- Stored data entries

Content starts

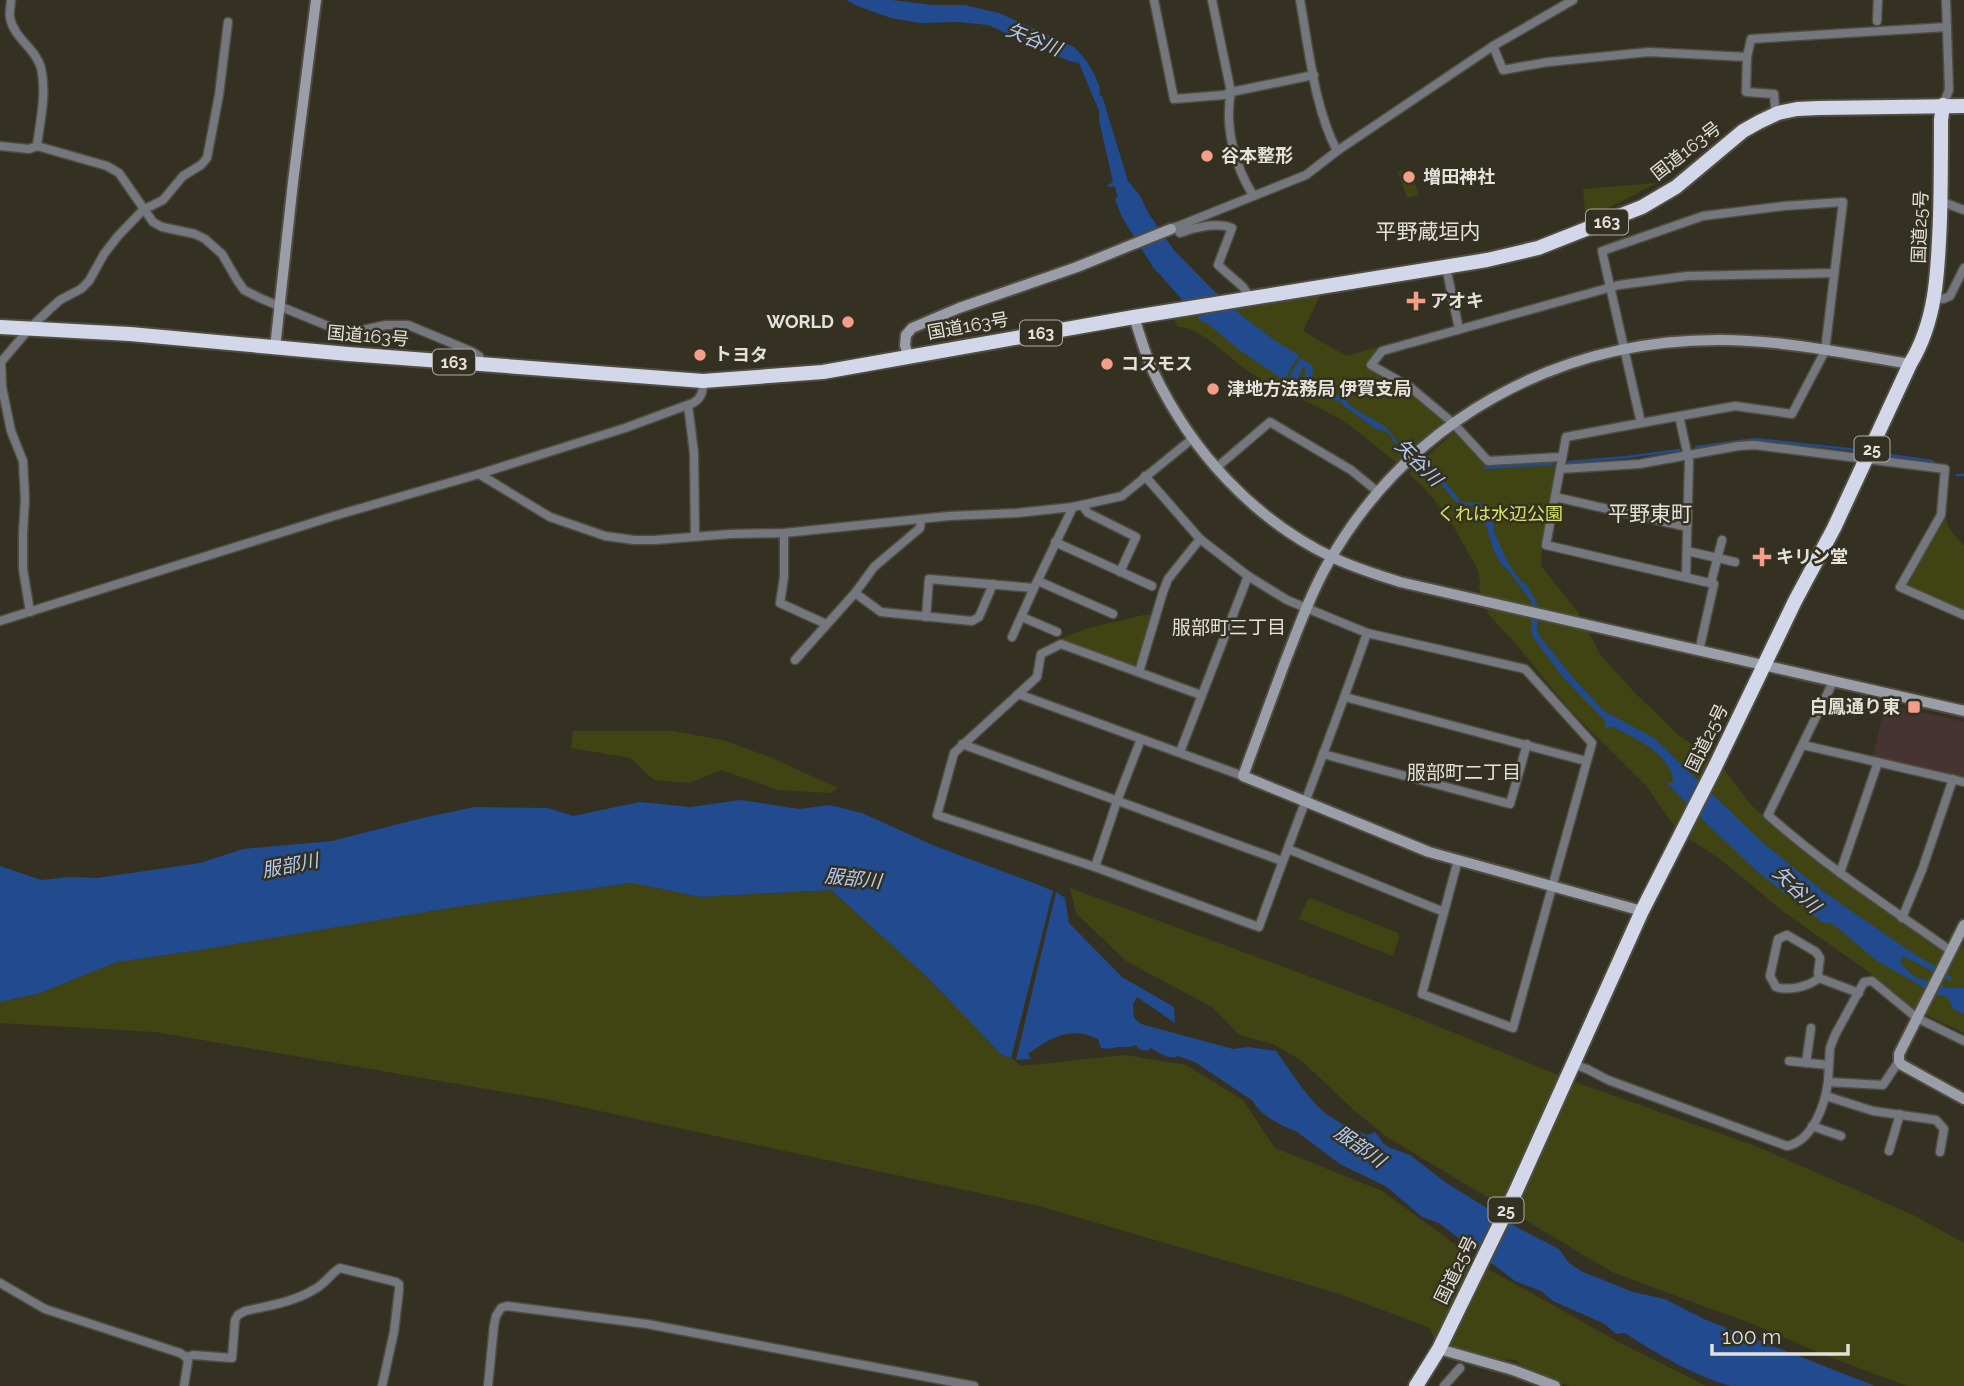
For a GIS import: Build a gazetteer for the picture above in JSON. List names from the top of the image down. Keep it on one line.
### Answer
{"streets":{"highway":["国道163号","163","国道25号","25"]},"crossings":[["国道163号","国道25号"]],"districts":["平野蔵垣内","平野東町","服部町三丁目","服部町二丁目"],"water":["矢谷川","服部川"],"parks":["くれは水辺公園"],"places":{"other":["谷本整形","増田神社","WORLD","トヨタ","コスモス","津地方法務局 伊賀支局"],"health":["アオキ","キリン堂"],"transit":["白鳳通り東"]},"scale_bar":"100 m"}
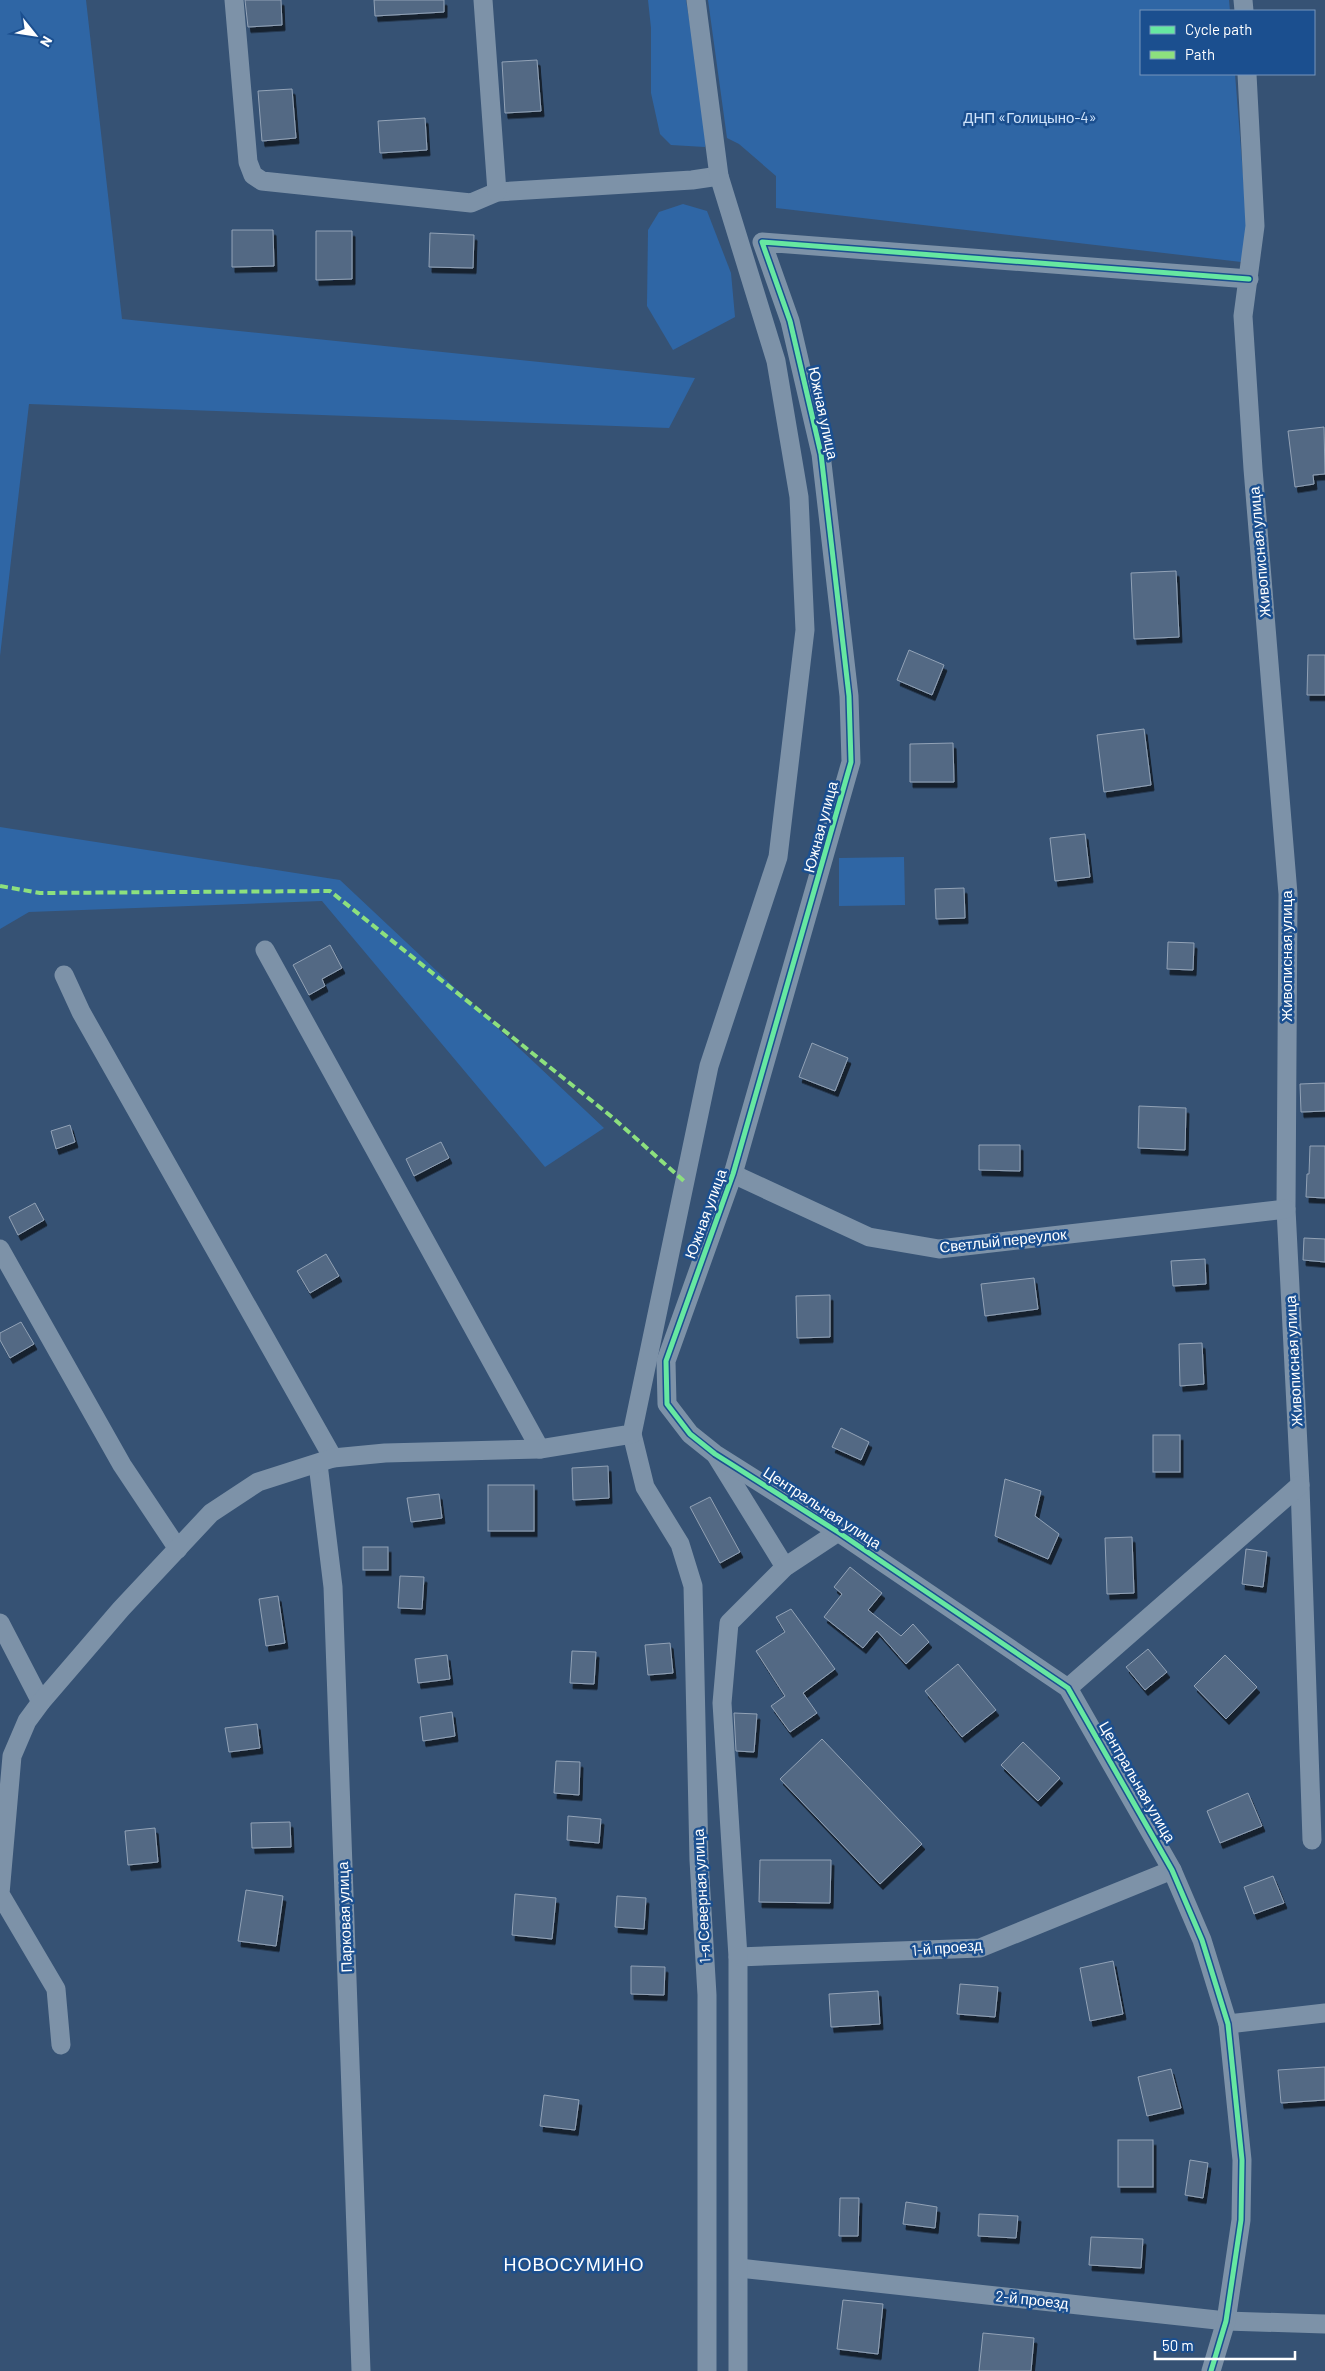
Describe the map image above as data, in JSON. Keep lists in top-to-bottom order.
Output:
{
  "streets": {
    "street": [
      "Южная улица",
      "Живописная улица",
      "Светлый переулок",
      "Центральная улица",
      "1-я Северная улица",
      "Парковая улица",
      "1-й проезд",
      "2-й проезд"
    ]
  },
  "crossings": [
    ["Южная улица", "Живописная улица"],
    ["Южная улица", "Светлый переулок"],
    ["Южная улица", "Центральная улица"],
    ["Живописная улица", "Светлый переулок"],
    ["Центральная улица", "1-й проезд"],
    ["Центральная улица", "2-й проезд"]
  ],
  "districts": ["НОВОСУМИНО"],
  "parks": ["ДНП «Голицыно-4»"],
  "legend": ["Cycle path", "Path"],
  "scale_bar": "50 m",
  "north": "bottom right"
}
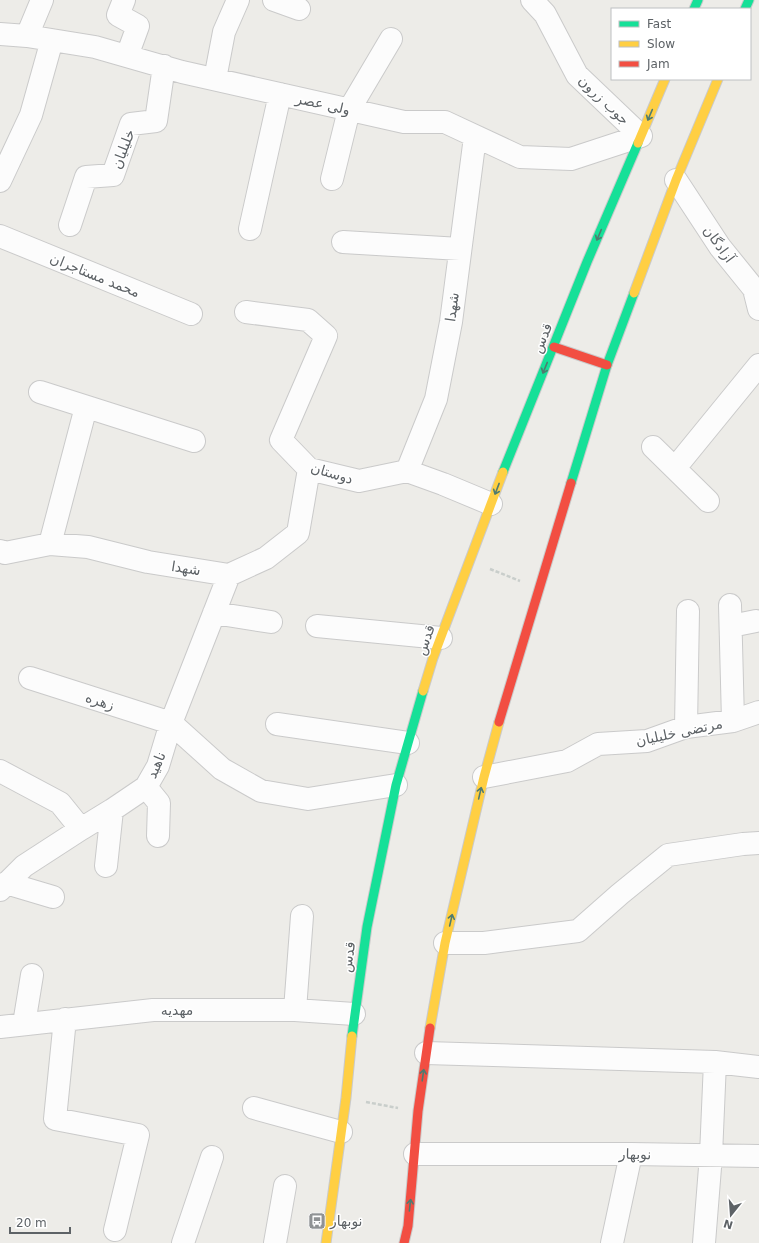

Content ends

- WORK INSTRUCTION
Go through the data above and return each line containing the string "image".

- EXPECTED ANSWER
For a GIS import: Build a gazetteer for the picture above in JSON. List names from the top of the image down. Keep it on one line.
Describe the map image above as data, in JSON. Keep lists in top-to-bottom order.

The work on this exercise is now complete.